* _ABOUT THIS EXERCISE_
Copy each line in the data below that contains the word "evenodd".

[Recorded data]
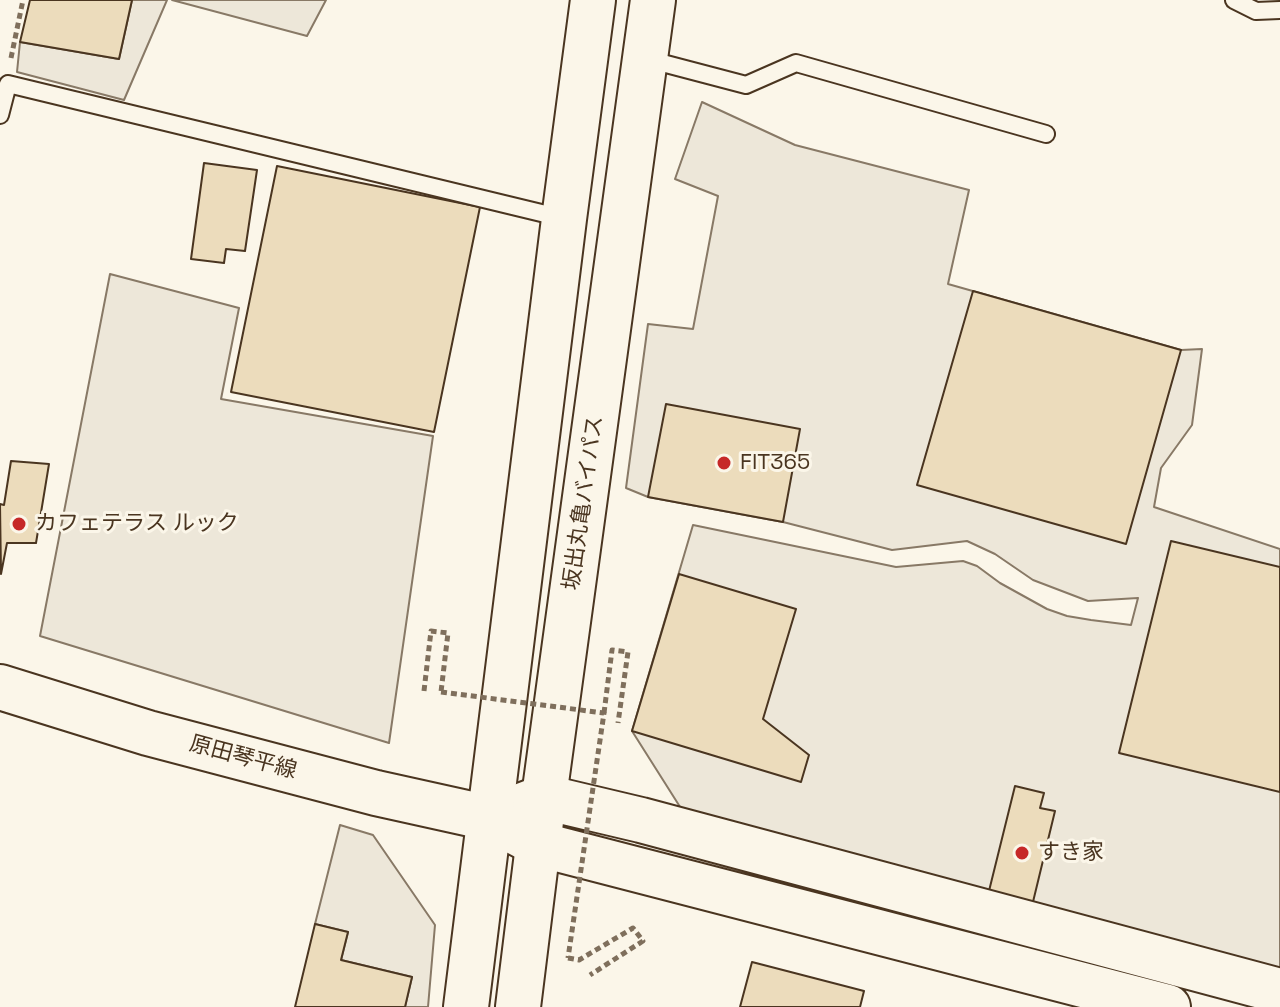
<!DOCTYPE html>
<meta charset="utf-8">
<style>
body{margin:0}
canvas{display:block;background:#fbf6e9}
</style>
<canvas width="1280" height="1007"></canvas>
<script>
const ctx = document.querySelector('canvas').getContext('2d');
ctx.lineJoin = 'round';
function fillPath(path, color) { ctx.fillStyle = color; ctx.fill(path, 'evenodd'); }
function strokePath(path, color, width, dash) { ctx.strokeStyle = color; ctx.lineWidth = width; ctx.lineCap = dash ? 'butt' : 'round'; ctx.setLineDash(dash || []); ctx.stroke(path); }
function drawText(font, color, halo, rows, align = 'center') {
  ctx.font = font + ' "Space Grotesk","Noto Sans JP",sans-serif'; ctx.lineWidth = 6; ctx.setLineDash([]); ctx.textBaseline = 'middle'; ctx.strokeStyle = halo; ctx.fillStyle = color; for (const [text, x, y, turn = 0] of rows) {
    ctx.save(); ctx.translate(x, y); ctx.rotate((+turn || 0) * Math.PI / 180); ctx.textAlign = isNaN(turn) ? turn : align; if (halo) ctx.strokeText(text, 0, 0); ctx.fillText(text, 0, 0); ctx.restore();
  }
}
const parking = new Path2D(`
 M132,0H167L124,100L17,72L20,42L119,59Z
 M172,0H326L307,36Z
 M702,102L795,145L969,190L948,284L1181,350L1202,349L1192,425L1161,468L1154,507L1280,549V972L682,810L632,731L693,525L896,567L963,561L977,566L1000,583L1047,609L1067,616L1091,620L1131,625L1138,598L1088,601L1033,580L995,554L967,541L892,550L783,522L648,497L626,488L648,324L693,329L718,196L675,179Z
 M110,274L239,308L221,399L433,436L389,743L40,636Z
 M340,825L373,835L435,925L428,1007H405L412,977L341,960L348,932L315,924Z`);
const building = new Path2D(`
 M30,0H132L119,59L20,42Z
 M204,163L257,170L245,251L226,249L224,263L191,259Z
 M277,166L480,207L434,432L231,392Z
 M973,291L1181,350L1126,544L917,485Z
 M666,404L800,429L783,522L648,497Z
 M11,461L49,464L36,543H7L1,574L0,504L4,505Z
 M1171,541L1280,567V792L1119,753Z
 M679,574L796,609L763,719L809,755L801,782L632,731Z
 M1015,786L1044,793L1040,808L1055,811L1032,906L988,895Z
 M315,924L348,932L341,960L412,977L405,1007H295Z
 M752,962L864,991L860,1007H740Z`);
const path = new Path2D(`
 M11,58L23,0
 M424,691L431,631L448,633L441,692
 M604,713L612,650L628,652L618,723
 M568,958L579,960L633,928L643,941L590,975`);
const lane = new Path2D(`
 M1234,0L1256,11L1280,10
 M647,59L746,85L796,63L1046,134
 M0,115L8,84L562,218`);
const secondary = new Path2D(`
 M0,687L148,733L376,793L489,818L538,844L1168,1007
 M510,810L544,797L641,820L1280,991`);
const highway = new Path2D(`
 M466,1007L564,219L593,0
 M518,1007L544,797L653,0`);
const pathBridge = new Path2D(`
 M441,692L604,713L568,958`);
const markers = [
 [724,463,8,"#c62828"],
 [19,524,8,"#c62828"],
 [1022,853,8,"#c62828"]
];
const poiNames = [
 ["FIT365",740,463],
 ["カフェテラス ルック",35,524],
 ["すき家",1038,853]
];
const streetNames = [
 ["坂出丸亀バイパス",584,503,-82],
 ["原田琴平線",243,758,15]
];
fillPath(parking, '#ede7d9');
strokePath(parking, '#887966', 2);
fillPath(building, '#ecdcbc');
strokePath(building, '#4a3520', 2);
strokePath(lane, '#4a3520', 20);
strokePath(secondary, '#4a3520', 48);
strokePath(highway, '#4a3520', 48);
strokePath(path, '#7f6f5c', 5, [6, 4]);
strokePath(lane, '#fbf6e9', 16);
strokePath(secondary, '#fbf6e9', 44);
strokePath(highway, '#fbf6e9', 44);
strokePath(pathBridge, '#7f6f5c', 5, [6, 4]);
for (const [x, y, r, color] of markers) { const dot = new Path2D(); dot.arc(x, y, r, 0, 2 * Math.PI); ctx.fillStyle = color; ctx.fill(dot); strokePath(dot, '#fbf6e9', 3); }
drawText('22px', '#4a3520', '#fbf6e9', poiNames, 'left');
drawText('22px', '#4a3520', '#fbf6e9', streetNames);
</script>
==
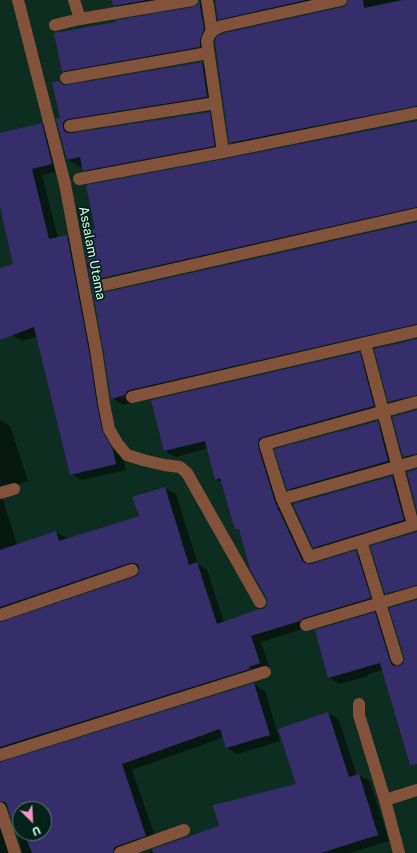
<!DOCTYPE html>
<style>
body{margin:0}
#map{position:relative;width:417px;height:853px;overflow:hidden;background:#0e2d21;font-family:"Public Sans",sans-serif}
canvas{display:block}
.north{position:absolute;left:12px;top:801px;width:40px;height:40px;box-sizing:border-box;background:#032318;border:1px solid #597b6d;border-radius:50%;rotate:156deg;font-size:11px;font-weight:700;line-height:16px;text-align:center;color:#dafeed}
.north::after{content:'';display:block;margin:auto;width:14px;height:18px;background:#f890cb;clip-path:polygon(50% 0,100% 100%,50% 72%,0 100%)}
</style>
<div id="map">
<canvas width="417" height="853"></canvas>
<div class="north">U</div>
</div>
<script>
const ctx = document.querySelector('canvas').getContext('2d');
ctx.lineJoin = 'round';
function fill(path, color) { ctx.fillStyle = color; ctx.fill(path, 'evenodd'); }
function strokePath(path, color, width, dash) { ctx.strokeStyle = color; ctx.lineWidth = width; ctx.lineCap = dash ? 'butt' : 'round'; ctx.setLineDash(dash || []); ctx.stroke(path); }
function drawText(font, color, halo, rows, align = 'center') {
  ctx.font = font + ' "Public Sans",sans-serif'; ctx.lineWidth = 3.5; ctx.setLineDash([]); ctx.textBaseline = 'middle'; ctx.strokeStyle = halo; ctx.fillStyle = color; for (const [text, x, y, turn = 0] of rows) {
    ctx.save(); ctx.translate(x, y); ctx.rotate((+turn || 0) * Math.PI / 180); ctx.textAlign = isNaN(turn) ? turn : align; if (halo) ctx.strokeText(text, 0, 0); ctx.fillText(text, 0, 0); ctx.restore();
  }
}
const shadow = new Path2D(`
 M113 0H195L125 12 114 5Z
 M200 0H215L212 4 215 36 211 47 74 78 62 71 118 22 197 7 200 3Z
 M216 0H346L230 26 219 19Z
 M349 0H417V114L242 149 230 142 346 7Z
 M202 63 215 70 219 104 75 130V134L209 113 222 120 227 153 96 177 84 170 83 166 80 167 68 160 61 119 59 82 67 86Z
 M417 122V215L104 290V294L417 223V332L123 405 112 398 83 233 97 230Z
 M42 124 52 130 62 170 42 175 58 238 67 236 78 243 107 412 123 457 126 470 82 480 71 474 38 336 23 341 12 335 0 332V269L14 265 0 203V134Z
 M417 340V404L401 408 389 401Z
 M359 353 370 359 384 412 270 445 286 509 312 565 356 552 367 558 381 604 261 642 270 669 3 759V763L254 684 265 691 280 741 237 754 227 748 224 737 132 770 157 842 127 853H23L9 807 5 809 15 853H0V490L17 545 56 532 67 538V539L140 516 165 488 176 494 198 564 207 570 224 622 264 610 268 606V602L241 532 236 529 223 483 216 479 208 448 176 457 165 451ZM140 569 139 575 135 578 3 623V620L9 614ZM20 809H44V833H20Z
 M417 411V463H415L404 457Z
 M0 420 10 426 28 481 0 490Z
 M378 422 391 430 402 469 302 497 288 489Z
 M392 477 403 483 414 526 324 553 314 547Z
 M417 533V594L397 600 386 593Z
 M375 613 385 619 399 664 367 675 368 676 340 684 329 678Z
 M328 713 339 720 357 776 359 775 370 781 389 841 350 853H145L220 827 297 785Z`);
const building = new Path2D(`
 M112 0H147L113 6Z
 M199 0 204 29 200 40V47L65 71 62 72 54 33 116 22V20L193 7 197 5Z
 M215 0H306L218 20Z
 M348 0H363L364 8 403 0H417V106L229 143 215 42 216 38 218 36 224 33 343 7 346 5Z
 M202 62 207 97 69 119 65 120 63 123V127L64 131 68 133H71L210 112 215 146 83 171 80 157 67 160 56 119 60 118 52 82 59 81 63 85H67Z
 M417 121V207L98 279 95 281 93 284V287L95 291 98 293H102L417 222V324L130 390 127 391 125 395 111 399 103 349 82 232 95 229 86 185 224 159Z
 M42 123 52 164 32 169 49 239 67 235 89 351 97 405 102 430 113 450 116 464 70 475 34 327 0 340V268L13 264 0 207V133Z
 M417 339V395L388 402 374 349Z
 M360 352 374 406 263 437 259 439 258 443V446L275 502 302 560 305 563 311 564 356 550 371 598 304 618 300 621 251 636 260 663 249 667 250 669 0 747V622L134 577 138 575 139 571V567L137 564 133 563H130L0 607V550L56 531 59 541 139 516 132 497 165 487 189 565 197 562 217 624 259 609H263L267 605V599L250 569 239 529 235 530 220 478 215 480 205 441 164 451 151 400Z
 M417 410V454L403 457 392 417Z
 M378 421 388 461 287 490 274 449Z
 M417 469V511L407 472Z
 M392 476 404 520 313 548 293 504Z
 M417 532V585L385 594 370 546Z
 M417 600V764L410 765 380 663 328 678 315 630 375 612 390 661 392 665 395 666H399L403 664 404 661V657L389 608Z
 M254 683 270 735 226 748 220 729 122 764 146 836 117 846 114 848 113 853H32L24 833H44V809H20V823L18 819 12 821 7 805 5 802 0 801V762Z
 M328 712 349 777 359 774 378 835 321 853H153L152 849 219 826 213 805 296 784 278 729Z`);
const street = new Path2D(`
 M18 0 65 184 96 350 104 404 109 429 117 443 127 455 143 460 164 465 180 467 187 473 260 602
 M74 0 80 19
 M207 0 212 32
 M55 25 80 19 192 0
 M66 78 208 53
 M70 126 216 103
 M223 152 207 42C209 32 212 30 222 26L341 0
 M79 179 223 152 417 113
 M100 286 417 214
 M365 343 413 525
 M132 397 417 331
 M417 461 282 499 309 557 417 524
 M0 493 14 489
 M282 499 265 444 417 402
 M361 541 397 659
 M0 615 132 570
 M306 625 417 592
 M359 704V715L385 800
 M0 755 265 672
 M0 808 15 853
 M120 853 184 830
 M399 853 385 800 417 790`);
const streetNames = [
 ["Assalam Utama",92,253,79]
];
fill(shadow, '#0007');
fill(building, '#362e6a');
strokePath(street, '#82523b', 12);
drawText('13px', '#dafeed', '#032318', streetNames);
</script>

* _ANSWER FOR THE TASK_
function fillPath(path, color) { ctx.fillStyle = color; ctx.fill(path, 'evenodd'); }
function fill(path, color) { ctx.fillStyle = color; ctx.fill(path, 'evenodd'); }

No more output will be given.